Stored data:
--*--

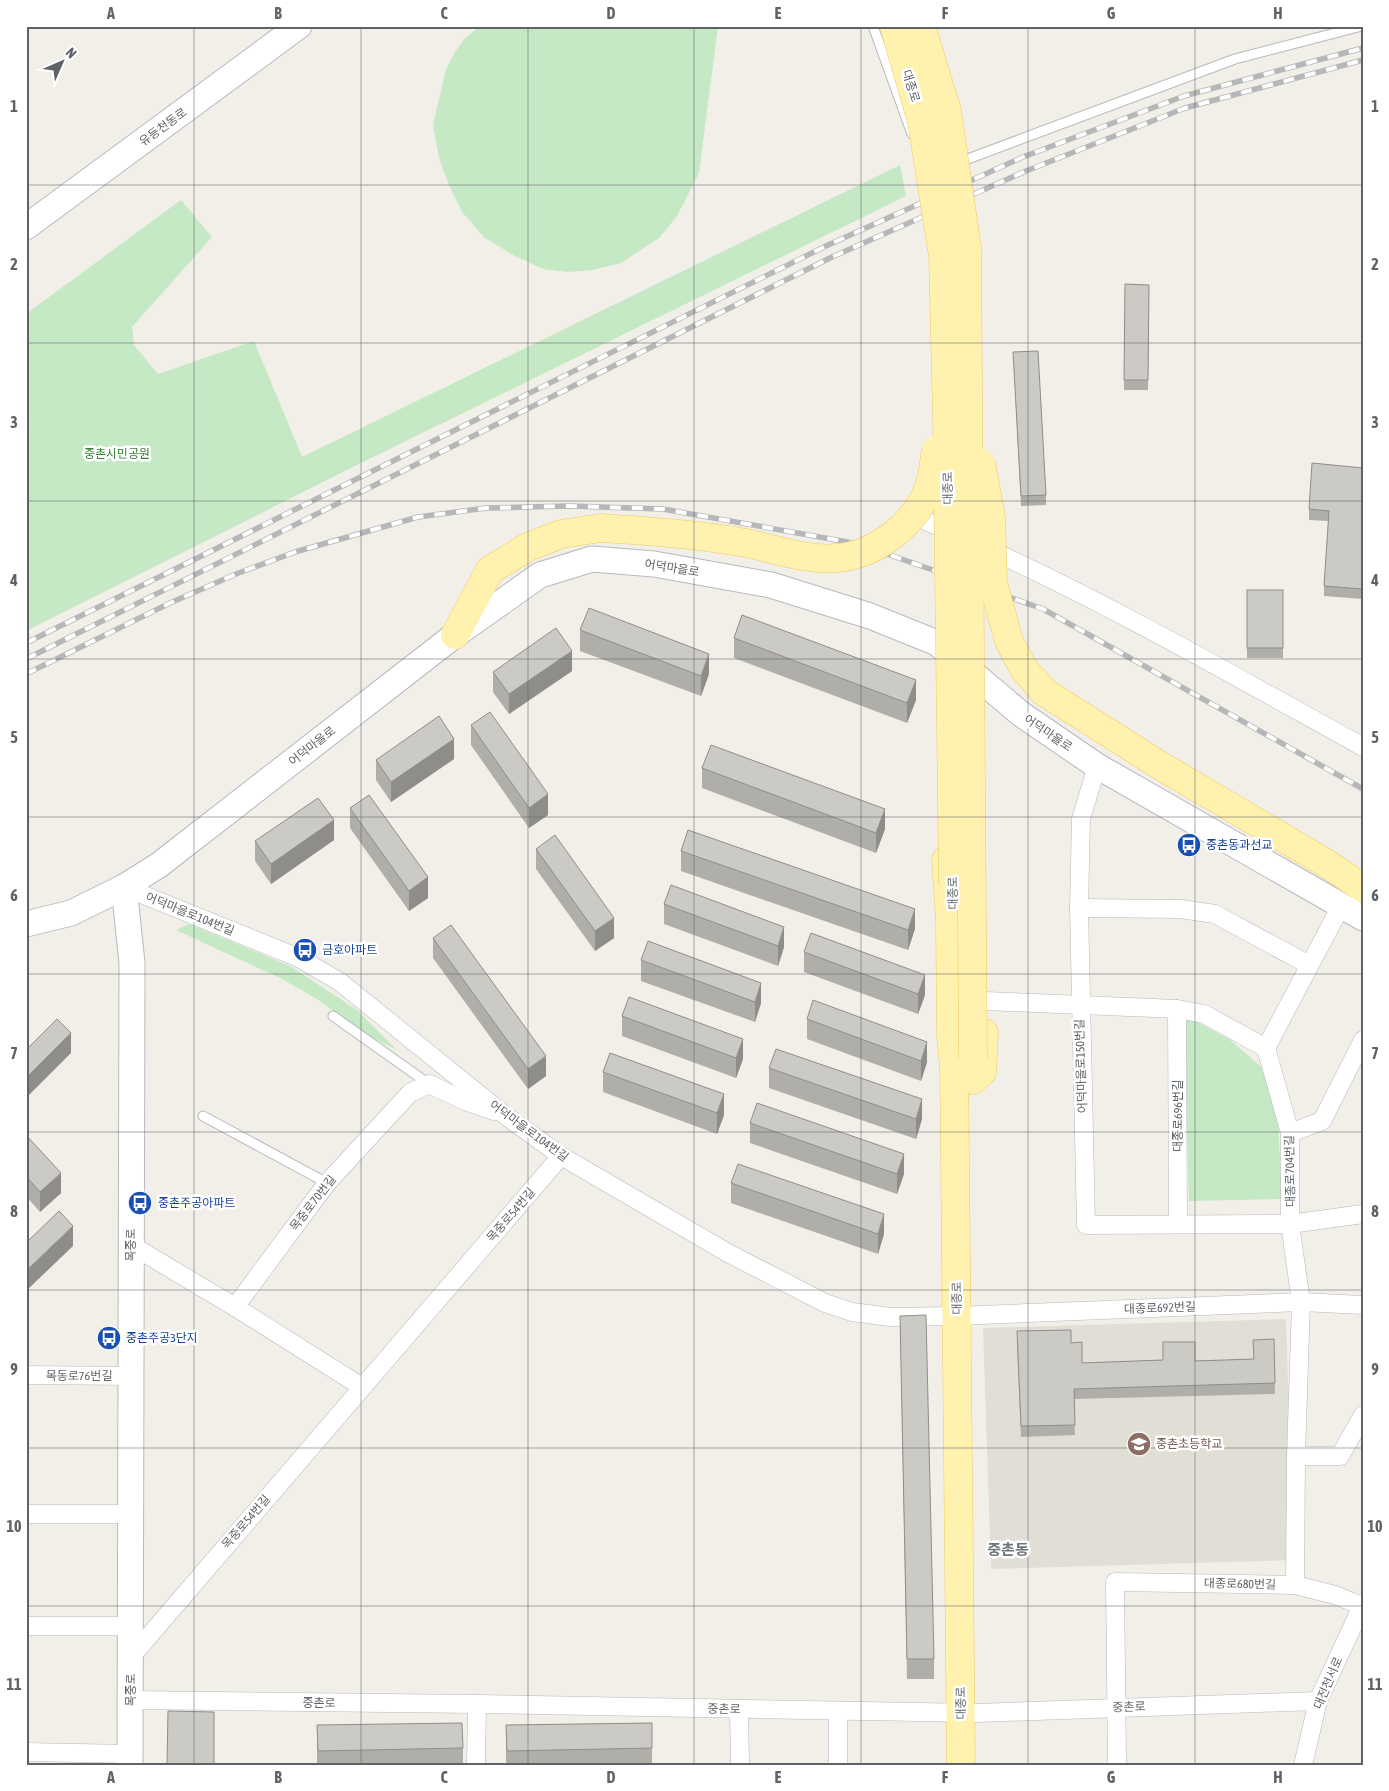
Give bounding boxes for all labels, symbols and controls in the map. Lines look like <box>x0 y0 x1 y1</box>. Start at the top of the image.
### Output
text: A <box>106 4 115 22</box>
text: B <box>274 4 282 22</box>
text: C <box>440 4 448 22</box>
text: D <box>607 4 616 22</box>
text: E <box>775 4 782 22</box>
text: F <box>942 4 949 22</box>
text: G <box>1107 4 1116 22</box>
text: H <box>1273 4 1283 22</box>
north arrow <box>38 38 88 88</box>
text: N <box>63 44 80 61</box>
street label: 대종로 <box>899 68 923 104</box>
text: 1 <box>10 97 18 115</box>
text: 1 <box>1371 97 1379 115</box>
street label: 유등천동로 <box>137 105 189 149</box>
text: 2 <box>10 255 18 273</box>
text: 2 <box>1371 255 1379 273</box>
text: 3 <box>10 413 18 431</box>
text: 3 <box>1371 413 1379 431</box>
park label: 중촌시민공원 <box>84 447 150 461</box>
street label: 대종로 <box>941 471 955 505</box>
street label: 어덕마을로 <box>644 557 700 579</box>
text: 4 <box>9 571 18 589</box>
text: 4 <box>1370 571 1379 589</box>
street label: 어덕마을로 <box>1021 712 1075 754</box>
street label: 어덕마을로 <box>286 723 338 769</box>
text: 5 <box>10 728 18 746</box>
text: 5 <box>1371 728 1379 746</box>
bus stop icon: 중촌동과선교 <box>1176 832 1202 858</box>
place label: 중촌동과선교 <box>1206 838 1272 852</box>
street label: 대종로 <box>946 876 960 910</box>
text: 6 <box>10 886 18 904</box>
text: 6 <box>1371 886 1379 904</box>
street label: 어덕마을로104번길 <box>144 890 236 938</box>
bus stop icon: 금호아파트 <box>292 937 318 963</box>
place label: 금호아파트 <box>322 943 377 957</box>
street label: 어덕마을로150번길 <box>1072 1019 1090 1113</box>
text: 7 <box>10 1044 18 1062</box>
text: 7 <box>1371 1044 1379 1062</box>
street label: 대종로696번길 <box>1171 1080 1185 1152</box>
street label: 어덕마을로104번길 <box>487 1098 571 1164</box>
street label: 대종로704번길 <box>1282 1135 1298 1207</box>
street label: 목중로70번길 <box>287 1172 339 1234</box>
street label: 목중로54번길 <box>484 1185 538 1245</box>
bus stop icon: 중촌주공아파트 <box>127 1190 153 1216</box>
place label: 중촌주공아파트 <box>158 1196 235 1210</box>
text: 8 <box>10 1202 18 1220</box>
text: 8 <box>1371 1202 1379 1220</box>
street label: 목중로 <box>124 1228 138 1262</box>
street label: 대종로 <box>950 1281 964 1315</box>
street label: 대종로692번길 <box>1124 1300 1196 1316</box>
bus stop icon: 중촌주공3단지 <box>96 1325 122 1351</box>
place label: 중촌주공3단지 <box>126 1331 198 1345</box>
text: 9 <box>10 1360 18 1378</box>
text: 9 <box>1371 1360 1379 1378</box>
street label: 목동로76번길 <box>46 1369 112 1383</box>
school or university icon: 중촌초등학교 <box>1126 1431 1152 1457</box>
place label: 중촌초등학교 <box>1156 1437 1222 1451</box>
street label: 목중로54번길 <box>219 1492 273 1552</box>
text: 10 <box>6 1517 22 1535</box>
text: 10 <box>1367 1517 1383 1535</box>
district label: 중촌동 <box>987 1541 1029 1558</box>
street label: 대종로680번길 <box>1204 1576 1276 1592</box>
street label: 대전천서로 <box>1311 1655 1345 1711</box>
street label: 목중로 <box>124 1673 138 1707</box>
text: 11 <box>6 1675 22 1693</box>
text: 11 <box>1367 1675 1383 1693</box>
street label: 대종로 <box>954 1686 968 1720</box>
street label: 중촌로 <box>302 1696 336 1710</box>
street label: 중촌로 <box>1112 1699 1146 1715</box>
street label: 중촌로 <box>707 1702 741 1716</box>
text: A <box>106 1768 115 1786</box>
text: B <box>274 1768 282 1786</box>
text: C <box>440 1768 448 1786</box>
text: D <box>607 1768 616 1786</box>
text: E <box>775 1768 782 1786</box>
text: F <box>942 1768 949 1786</box>
text: G <box>1107 1768 1116 1786</box>
text: H <box>1273 1768 1283 1786</box>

--*--

◆ Problem requirements
Scan the records for the string "icon" and report each line where it occurs.

◆ Task response
bus stop icon: 중촌동과선교 <box>1176 832 1202 858</box>
bus stop icon: 금호아파트 <box>292 937 318 963</box>
bus stop icon: 중촌주공아파트 <box>127 1190 153 1216</box>
bus stop icon: 중촌주공3단지 <box>96 1325 122 1351</box>
school or university icon: 중촌초등학교 <box>1126 1431 1152 1457</box>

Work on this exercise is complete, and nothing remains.